• SOURCE DATA:
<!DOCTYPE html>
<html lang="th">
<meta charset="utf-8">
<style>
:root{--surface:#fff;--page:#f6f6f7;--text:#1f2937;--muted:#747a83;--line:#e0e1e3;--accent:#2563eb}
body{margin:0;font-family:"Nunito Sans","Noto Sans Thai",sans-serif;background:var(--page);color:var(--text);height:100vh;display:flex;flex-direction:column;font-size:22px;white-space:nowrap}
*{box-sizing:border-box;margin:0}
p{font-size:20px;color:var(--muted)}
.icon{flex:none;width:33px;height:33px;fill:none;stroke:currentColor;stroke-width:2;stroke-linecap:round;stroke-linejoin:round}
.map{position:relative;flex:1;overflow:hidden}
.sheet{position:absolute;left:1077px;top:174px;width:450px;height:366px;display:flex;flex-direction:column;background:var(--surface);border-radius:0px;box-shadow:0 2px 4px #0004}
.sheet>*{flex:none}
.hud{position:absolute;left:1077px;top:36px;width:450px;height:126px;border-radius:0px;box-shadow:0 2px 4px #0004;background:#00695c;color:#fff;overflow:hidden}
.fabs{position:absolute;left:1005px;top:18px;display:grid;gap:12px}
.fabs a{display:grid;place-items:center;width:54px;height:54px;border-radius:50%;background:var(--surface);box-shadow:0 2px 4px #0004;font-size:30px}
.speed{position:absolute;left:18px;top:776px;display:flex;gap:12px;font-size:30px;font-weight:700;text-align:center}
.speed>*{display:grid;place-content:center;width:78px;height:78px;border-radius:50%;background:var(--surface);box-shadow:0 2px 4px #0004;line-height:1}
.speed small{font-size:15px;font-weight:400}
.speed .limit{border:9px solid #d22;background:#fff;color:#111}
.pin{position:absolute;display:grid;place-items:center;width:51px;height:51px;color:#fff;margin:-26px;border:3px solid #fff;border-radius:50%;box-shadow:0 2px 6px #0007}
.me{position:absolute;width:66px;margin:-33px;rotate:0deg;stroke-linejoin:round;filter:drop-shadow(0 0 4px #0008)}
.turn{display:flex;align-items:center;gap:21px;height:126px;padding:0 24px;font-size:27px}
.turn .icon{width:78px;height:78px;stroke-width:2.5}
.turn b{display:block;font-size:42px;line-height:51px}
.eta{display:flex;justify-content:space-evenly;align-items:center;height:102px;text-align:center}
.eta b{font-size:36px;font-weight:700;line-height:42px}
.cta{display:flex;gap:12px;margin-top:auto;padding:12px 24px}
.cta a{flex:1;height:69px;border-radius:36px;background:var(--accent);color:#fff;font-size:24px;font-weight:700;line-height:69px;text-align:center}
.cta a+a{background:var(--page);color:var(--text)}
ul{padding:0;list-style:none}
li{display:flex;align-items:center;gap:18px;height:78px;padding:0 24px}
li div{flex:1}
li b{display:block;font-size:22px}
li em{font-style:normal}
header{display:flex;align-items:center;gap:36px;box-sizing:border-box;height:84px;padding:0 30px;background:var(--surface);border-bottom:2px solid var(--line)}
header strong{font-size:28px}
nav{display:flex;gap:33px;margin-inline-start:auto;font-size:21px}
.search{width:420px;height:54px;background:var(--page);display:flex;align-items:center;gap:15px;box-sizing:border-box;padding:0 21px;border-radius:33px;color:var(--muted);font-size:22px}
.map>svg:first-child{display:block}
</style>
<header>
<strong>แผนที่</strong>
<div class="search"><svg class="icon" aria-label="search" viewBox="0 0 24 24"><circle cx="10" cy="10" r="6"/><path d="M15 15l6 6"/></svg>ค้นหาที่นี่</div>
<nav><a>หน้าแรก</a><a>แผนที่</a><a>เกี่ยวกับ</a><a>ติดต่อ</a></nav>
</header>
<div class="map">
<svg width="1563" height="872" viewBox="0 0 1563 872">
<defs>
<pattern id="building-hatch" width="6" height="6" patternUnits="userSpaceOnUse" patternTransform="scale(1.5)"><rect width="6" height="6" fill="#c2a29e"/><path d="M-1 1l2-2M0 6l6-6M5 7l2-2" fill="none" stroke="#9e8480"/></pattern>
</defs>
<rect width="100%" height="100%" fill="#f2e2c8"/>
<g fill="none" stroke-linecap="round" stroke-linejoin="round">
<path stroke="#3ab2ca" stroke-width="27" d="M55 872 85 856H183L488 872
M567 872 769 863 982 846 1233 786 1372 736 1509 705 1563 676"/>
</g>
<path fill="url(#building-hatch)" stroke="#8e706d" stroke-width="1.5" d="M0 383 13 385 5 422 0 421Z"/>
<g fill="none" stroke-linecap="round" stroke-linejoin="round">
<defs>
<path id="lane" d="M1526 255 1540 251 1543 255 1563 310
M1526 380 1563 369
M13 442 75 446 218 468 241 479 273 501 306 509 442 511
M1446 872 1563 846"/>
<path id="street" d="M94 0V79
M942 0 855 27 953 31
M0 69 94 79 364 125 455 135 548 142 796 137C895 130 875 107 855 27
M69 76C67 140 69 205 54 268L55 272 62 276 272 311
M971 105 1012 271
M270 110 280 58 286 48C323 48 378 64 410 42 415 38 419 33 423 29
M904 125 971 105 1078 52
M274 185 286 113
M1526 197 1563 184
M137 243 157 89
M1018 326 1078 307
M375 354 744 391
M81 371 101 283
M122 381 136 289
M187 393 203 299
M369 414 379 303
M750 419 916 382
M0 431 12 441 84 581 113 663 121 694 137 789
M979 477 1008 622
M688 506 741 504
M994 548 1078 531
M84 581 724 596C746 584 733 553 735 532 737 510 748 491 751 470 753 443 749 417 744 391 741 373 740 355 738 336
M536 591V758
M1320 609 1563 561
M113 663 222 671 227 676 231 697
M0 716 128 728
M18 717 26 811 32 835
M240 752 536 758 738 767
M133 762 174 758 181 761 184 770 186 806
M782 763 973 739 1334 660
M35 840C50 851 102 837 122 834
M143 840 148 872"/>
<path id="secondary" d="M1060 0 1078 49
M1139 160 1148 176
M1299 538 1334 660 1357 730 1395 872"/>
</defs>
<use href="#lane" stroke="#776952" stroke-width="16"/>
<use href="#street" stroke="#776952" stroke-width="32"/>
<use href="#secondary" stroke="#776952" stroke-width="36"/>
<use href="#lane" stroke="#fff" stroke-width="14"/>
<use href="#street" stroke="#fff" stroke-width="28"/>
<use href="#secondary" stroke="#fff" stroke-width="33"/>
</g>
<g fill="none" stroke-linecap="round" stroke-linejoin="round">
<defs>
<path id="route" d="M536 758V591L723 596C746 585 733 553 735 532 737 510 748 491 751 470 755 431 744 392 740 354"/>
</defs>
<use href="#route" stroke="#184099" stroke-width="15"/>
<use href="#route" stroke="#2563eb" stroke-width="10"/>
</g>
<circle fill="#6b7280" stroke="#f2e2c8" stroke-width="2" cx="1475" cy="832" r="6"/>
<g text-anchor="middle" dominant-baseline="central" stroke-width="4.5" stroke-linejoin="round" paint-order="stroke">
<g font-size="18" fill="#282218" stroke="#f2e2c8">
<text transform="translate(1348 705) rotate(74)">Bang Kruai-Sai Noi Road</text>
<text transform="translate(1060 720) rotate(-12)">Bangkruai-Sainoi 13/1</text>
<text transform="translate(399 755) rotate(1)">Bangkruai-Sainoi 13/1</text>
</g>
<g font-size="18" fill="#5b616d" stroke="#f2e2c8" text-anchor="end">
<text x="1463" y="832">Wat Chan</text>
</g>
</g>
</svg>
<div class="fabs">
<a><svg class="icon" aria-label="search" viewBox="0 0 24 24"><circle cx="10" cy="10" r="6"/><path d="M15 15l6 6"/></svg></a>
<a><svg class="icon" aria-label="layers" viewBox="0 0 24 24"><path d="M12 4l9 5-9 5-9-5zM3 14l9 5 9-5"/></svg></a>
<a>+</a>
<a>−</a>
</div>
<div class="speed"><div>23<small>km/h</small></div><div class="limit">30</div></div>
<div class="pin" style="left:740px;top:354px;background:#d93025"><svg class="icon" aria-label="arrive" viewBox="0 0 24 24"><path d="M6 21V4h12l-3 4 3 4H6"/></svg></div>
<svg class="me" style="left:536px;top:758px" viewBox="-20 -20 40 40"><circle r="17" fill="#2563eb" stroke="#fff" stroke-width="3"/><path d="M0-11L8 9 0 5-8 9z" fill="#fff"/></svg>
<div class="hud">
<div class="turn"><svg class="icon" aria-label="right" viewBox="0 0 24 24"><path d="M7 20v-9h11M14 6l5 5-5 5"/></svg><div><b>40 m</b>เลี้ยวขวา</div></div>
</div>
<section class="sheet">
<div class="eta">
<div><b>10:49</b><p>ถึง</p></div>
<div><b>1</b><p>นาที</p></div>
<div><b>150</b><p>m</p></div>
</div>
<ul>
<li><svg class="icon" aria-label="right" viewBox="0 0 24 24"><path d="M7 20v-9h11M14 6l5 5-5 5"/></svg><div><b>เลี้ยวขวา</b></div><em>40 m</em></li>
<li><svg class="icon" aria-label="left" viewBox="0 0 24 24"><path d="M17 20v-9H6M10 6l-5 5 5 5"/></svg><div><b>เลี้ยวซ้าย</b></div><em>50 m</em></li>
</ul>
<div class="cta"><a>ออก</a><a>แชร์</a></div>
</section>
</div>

• WORK REQUIRED: Go over the data and return every line that includes the word "grid".

• COMPLETED EXERCISE:
.fabs{position:absolute;left:1005px;top:18px;display:grid;gap:12px}
.fabs a{display:grid;place-items:center;width:54px;height:54px;border-radius:50%;background:var(--surface);box-shadow:0 2px 4px #0004;font-size:30px}
.speed>*{display:grid;place-content:center;width:78px;height:78px;border-radius:50%;background:var(--surface);box-shadow:0 2px 4px #0004;line-height:1}
.pin{position:absolute;display:grid;place-items:center;width:51px;height:51px;color:#fff;margin:-26px;border:3px solid #fff;border-radius:50%;box-shadow:0 2px 6px #0007}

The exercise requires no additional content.